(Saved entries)
Segment Open
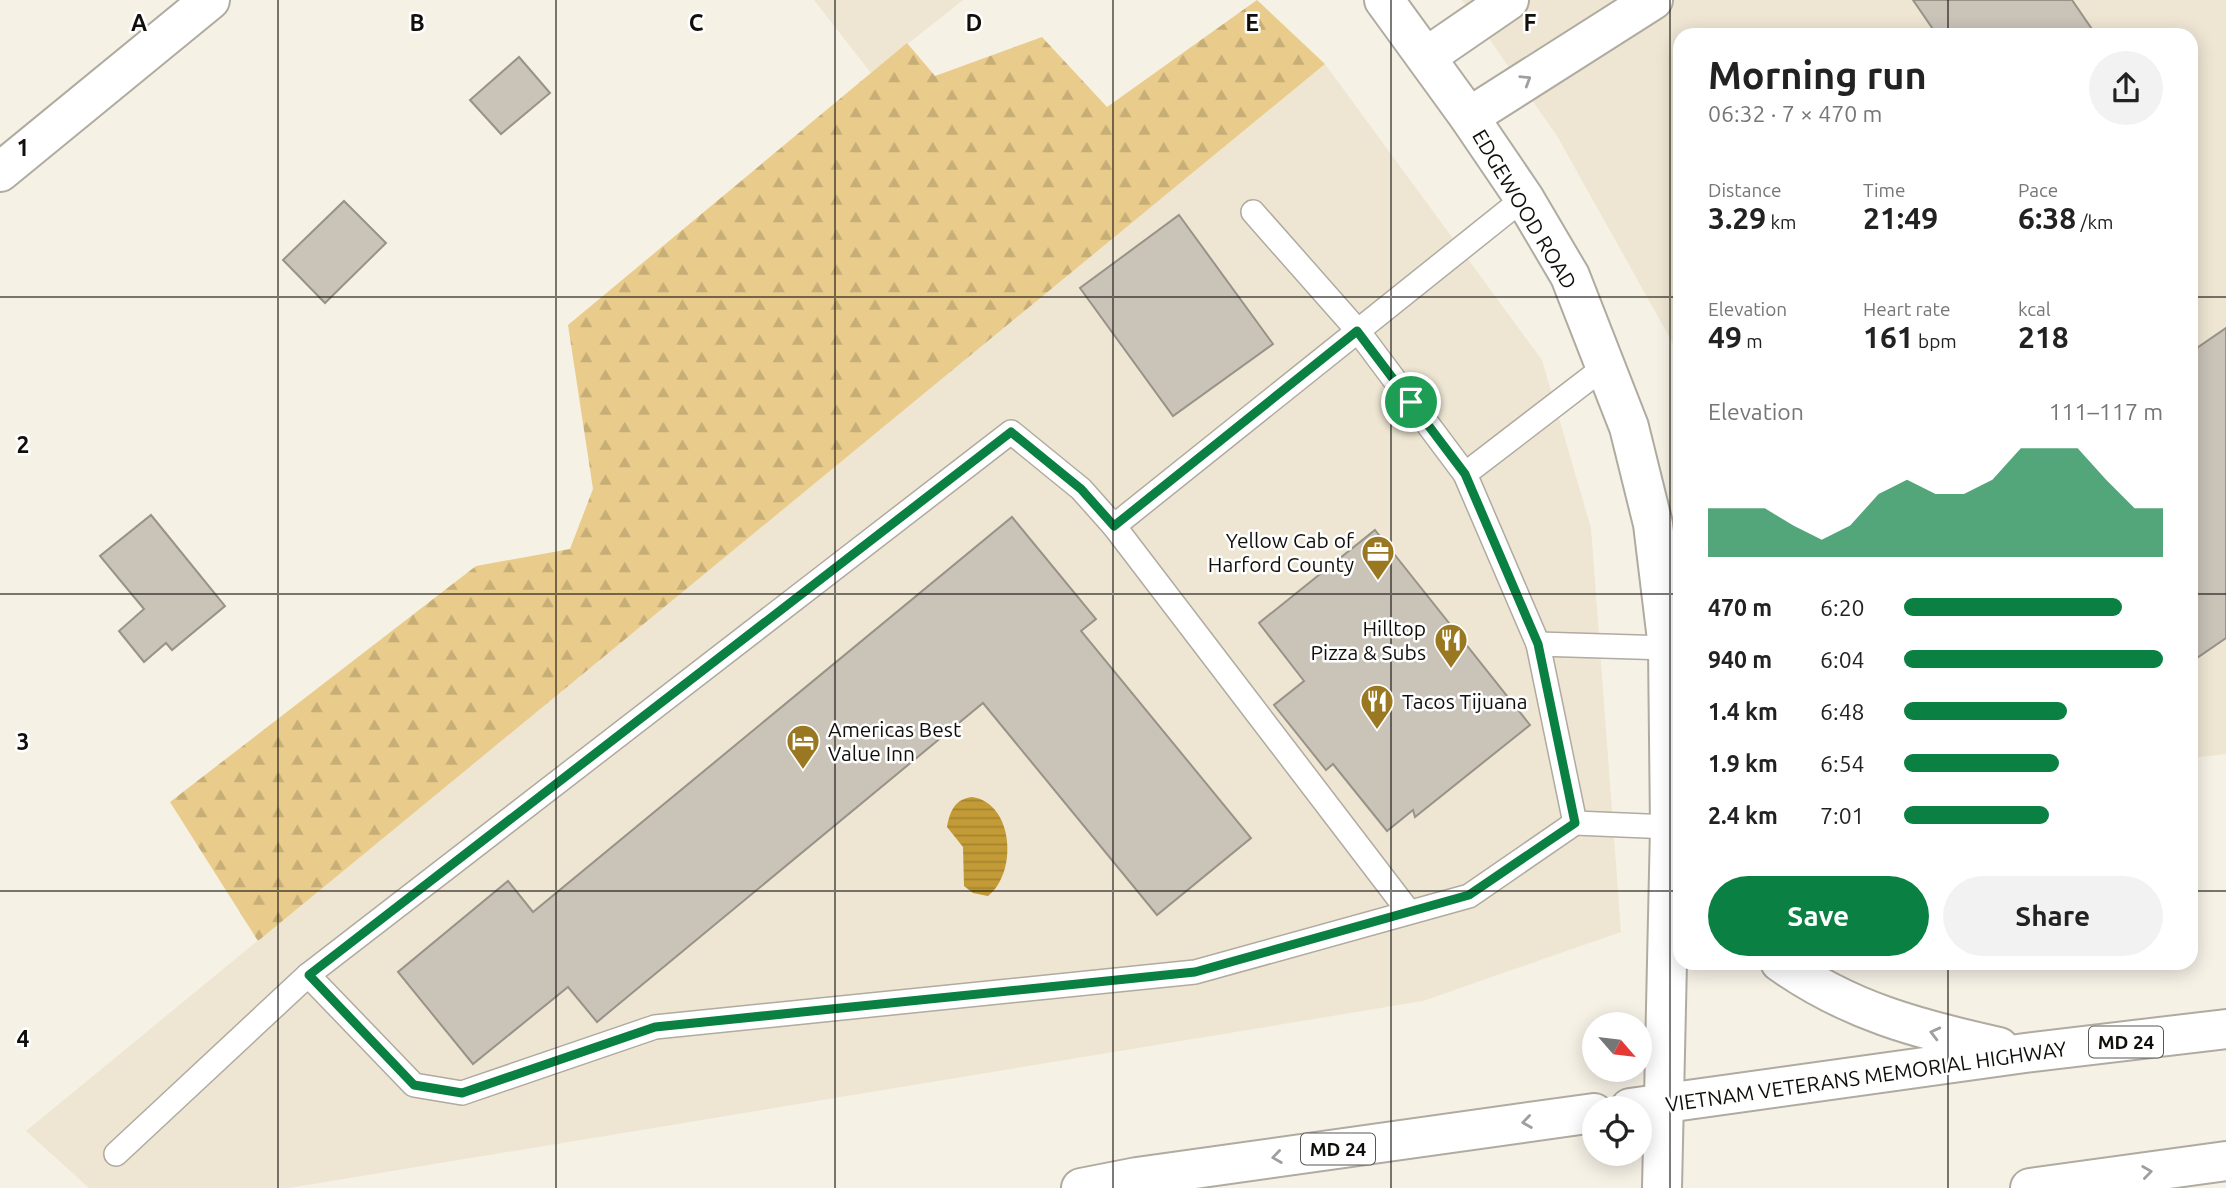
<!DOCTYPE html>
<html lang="en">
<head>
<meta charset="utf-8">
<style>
  body { margin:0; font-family:Ubuntu,sans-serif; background:#f2f2f2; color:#222; height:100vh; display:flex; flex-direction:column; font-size:26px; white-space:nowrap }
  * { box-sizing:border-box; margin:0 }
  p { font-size:23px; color:#767676 }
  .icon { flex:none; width:38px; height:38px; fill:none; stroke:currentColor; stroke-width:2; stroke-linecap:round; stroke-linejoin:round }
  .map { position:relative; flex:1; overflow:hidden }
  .side { position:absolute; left:1673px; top:28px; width:525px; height:942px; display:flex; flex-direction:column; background:#fff; border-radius:21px; box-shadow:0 4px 18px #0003 }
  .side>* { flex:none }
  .needle { width:46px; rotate:118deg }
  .buttons { position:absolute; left:1582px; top:1012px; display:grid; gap:14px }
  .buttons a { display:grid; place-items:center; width:70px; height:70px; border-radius:50%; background:#fff; box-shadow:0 4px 18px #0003; font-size:35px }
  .pin { position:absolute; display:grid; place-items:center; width:60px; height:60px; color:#fff; margin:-30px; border:4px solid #fff; border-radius:50%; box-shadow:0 2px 7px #0007 }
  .round { display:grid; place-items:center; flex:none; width:74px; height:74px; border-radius:37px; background:#f2f2f2 }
  .summary { display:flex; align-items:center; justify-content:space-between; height:119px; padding:0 35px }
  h1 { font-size:38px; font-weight:700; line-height:52px }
  .figures { display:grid; grid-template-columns:repeat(3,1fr); gap:10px; height:119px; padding:7px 35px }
  .figures div { display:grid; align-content:center }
  .figures b { font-size:30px; font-weight:700 }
  .figures small { font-size:19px; font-weight:400 }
  .figures p { font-size:19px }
  .chart { height:196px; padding:14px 35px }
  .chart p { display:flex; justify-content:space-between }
  .chart svg { width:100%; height:126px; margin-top:7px; fill:#0b8043; opacity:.7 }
  .primary-button { display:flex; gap:14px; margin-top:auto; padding:14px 35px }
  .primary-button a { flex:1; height:80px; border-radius:42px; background:#0b8043; color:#fff; font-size:28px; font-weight:700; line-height:80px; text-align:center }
  .primary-button a+a { background:#f2f2f2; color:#222 }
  ul { padding:0 35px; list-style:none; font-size:23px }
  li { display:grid; grid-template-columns:112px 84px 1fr; align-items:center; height:52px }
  li i { height:18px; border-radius:9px; background:#0b8043 }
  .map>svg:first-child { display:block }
  .built { fill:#eee6d3 }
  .forest { fill:url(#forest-firs) }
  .water { fill:url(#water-rules) }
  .building { fill:#c9c3b8; stroke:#989388; stroke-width:2 }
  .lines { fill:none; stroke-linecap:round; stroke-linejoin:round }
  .service-casing { stroke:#b0aba0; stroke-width:26 }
  .minor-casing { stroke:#b0aba0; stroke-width:42 }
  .tertiary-casing { stroke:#b0aba0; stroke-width:42 }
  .trunk-casing { stroke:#b0aba0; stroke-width:42 }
  .service { stroke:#fff; stroke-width:23 }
  .minor { stroke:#fff; stroke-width:38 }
  .tertiary { stroke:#fff; stroke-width:38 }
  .trunk { stroke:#fff; stroke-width:38 }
  .oneway { stroke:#a09f9d }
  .route-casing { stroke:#fff; stroke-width:14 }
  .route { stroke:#0b8043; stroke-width:9 }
  .grid { fill:none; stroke:#110f0b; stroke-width:2; stroke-opacity:0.55 }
  .labels { text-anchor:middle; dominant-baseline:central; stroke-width:5; stroke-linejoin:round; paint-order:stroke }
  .shield { fill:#fff; stroke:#585754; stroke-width:2 }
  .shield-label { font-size:19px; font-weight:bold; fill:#110f0b }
  .street-label { font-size:21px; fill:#110f0b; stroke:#fff }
  .poi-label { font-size:21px; fill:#110f0b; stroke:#fff; text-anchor:end }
  .grid-label { font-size:23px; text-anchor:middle; font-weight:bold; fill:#110f0b; stroke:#fff; stroke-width:5; stroke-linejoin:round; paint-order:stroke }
</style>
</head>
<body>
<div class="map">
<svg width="2226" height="1188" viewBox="0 0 2226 1188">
  <defs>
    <pattern id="forest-firs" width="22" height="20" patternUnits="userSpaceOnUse" patternTransform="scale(1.75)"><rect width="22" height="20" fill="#e9cc8b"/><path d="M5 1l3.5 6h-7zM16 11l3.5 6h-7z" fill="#c7ae77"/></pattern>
    <pattern id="water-rules" width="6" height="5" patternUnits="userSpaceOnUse" patternTransform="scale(1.75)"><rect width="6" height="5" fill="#c39b36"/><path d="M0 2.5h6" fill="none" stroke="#a6842e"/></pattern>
  </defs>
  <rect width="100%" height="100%" fill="#f6f1e5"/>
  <!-- built -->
  <g class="built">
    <polygon points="814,0 963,0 871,73"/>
    <polygon points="1462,0 2226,0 2226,754 2191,758 2191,35 1680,35 1680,356 1557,136"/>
    <polygon points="1325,64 1542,360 1591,528 1621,932 1423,1001 289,1188 89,1188 26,1131"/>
  </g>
  <!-- forest -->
  <polygon class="forest" points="1257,0 1325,64 258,941 170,802 476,566 570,549 593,489 568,325 907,43 935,76 1042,37 1107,107"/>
  <!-- water -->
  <path class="water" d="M 972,797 C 1014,803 1018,873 988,896 L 973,893 L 964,886 L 963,847 L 947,827 C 950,811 955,799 972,797 Z"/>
  <!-- building -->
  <g class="building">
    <polygon points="1913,0 2072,0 2096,35 1937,35"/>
    <polygon points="519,57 550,93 501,134 470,100"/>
    <polygon points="344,201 386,243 325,303 283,260"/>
    <polygon points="1179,215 1273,344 1173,416 1080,288"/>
    <polygon points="2226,328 2226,638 2191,662 2191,352"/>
    <polygon points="151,515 225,606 172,650 166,643 144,662 119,631 144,609 100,556"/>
    <polygon points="1012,517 1096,619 1081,631 1251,838 1157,915 983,703 597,1022 568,987 473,1064 398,972 508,881 533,912"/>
    <polygon points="1375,530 1530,725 1415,817 1413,810 1387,831 1333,764 1326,770 1274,705 1304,681 1259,623"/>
  </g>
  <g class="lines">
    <defs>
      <g id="service">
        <polyline points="1253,212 1358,331 1465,474 1538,644 1575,823"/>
        <polyline points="1465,474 1607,365"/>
        <polyline points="1114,526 1524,198"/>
        <polyline points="1538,644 1668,648"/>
        <polyline points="308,975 414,1085 462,1093 655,1027 1195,972 1469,896 1575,823 1670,827"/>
        <polyline points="116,1154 308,975 1011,432 1081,489 1114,526 1409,912"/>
      </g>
      <g id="minor">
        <polyline points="1426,57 1509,0"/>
        <polyline points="1469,117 1653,0"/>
        <polyline points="0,172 210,0"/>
      </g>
      <polyline id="tertiary" points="1384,0 1469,117 1524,198 1570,276 1629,427 1653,524 1668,648 1670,827 1662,1188"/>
      <g id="trunk">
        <polyline points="1670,827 1680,844"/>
        <path d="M 1780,962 C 1849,1011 1918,1029 1999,1047"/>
        <polyline points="1630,1108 2025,1053 2226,1029"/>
        <polyline points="1081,1188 1137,1177 1594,1113"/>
        <polyline points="2030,1188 2226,1161"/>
      </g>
    </defs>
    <!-- service casing -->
    <use href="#service" class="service-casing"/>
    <!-- minor casing -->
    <use href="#minor" class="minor-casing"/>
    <!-- tertiary casing -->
    <use href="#tertiary" class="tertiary-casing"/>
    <!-- trunk casing -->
    <use href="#trunk" class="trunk-casing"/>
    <!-- service -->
    <use href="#service" class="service"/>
    <!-- minor -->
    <use href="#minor" class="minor"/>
    <!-- tertiary -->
    <use href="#tertiary" class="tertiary"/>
    <!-- trunk -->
    <use href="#trunk" class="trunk"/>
  </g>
  <!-- one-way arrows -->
  <defs><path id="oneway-chevron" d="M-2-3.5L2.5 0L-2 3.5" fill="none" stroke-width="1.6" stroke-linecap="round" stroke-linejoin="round" transform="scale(1.75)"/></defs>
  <g class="oneway">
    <use href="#oneway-chevron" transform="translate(1526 80) rotate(-32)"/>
    <use href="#oneway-chevron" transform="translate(1935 1033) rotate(-166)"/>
    <use href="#oneway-chevron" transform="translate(1527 1122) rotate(172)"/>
    <use href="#oneway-chevron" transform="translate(1277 1157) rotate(172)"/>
    <use href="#oneway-chevron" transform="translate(2147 1172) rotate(-8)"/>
  </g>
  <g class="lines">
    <defs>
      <polygon id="route" points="1357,331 1465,474 1538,644 1575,823 1469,895 1195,972 655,1027 462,1093 414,1085 309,975 1011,432 1081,489 1114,526"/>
    </defs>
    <!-- route casing -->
    <use href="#route" class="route-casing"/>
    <!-- route -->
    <use href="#route" class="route"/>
  </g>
  <!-- grid -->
  <path class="grid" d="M 278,0 L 278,1188M 556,0 L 556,1188M 835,0 L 835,1188M 1113,0 L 1113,1188M 1391,0 L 1391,1188M 1670,0 L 1670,1188M 1948,0 L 1948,35M 0,297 L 1680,297M 2191,297 L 2226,297M 0,594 L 1680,594M 2191,594 L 2226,594M 0,891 L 1680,891M 2191,891 L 2226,891M 1948,962 L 1948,1188"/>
  <!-- icons -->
  <defs>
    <symbol id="office-pin" viewBox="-11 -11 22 30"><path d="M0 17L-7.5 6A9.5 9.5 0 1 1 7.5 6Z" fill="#997821" stroke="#fff"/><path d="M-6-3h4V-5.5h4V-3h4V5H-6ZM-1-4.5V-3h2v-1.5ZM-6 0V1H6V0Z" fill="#fff"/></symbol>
    <symbol id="restaurant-pin" viewBox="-11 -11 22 30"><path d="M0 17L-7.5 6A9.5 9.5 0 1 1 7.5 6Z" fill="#997821" stroke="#fff"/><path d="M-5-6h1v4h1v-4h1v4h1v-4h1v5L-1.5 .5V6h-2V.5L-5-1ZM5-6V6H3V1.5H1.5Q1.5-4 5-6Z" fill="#fff"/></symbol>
    <symbol id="hotel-pin" viewBox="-11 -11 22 30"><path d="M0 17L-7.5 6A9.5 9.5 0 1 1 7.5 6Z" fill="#997821" stroke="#fff"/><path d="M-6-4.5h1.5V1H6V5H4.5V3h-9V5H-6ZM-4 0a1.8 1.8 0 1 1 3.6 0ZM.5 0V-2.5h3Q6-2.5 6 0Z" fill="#fff"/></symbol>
  </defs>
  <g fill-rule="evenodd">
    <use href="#office-pin" x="1359" y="533" width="38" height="52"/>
    <use href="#restaurant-pin" x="1432" y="621" width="38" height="52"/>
    <use href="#restaurant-pin" x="1358" y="682" width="38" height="52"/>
    <use href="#hotel-pin" x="784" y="722" width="38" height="52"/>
  </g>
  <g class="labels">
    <!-- shield labels -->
    <g class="shield">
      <rect x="2089" y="1026.5" width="74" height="31" rx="5"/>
      <rect x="1301" y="1133.5" width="74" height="31" rx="5"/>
    </g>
    <g class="shield-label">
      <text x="2126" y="1042">MD 24</text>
      <text x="1338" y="1149">MD 24</text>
    </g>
    <!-- street labels -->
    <g class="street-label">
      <text transform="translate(1525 209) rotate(59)">EDGEWOOD ROAD</text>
      <text transform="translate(1866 1076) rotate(-8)">VIETNAM VETERANS MEMORIAL HIGHWAY</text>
    </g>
    <!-- poi labels -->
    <g class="poi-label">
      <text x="1354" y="540">Yellow Cab of<tspan x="1354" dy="24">Harford County</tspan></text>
      <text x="1426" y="628">Hilltop<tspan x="1426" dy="24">Pizza &amp; Subs</tspan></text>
      <text x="1402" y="701" text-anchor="start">Tacos Tijuana</text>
      <text x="828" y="729" text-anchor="start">Americas Best<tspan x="828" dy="24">Value Inn</tspan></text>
    </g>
  </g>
  <g class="grid-label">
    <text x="139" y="31">A</text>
    <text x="417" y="31">B</text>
    <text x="696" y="31">C</text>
    <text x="974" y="31">D</text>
    <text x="1252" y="31">E</text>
    <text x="1530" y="31">F</text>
    <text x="23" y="156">1</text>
    <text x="23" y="453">2</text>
    <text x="23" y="750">3</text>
    <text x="23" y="1047">4</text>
  </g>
</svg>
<div class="buttons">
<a><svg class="needle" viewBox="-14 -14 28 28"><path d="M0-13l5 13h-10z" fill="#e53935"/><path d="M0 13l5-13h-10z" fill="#767676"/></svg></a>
<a><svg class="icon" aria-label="locate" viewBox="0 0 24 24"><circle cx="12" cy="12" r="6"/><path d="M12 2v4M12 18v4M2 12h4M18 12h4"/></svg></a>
</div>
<div class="pin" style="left:1411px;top:402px;background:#1e9e55"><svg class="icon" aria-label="arrive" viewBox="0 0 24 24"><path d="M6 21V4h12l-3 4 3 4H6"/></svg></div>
<section class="side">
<div class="summary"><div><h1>Morning run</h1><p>06:32 · 7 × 470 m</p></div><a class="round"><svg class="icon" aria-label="share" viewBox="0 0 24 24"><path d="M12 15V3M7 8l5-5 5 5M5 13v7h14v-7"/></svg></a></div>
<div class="figures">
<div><p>Distance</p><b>3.29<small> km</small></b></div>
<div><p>Time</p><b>21:49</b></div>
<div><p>Pace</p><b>6:38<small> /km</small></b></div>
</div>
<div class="figures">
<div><p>Elevation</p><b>49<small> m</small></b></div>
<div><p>Heart rate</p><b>161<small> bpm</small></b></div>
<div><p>kcal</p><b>218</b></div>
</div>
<div class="chart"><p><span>Elevation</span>111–117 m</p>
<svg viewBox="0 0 160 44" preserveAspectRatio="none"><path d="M0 44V27L10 27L20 27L30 33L40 38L50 33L60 22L70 17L80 22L90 22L100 17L110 6L120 6L130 6L140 17L150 27L160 27V44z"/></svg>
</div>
<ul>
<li><b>470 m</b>6:20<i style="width:84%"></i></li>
<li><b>940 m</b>6:04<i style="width:100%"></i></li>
<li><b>1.4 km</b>6:48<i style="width:63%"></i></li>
<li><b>1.9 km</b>6:54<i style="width:60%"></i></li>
<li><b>2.4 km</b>7:01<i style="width:56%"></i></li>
</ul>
<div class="primary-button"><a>Save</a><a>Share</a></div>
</section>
</div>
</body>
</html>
Segment Closed
TASK
Count each line of the data where the word "buttons" appears, then reply with the total only.

COMPLETED TASK
3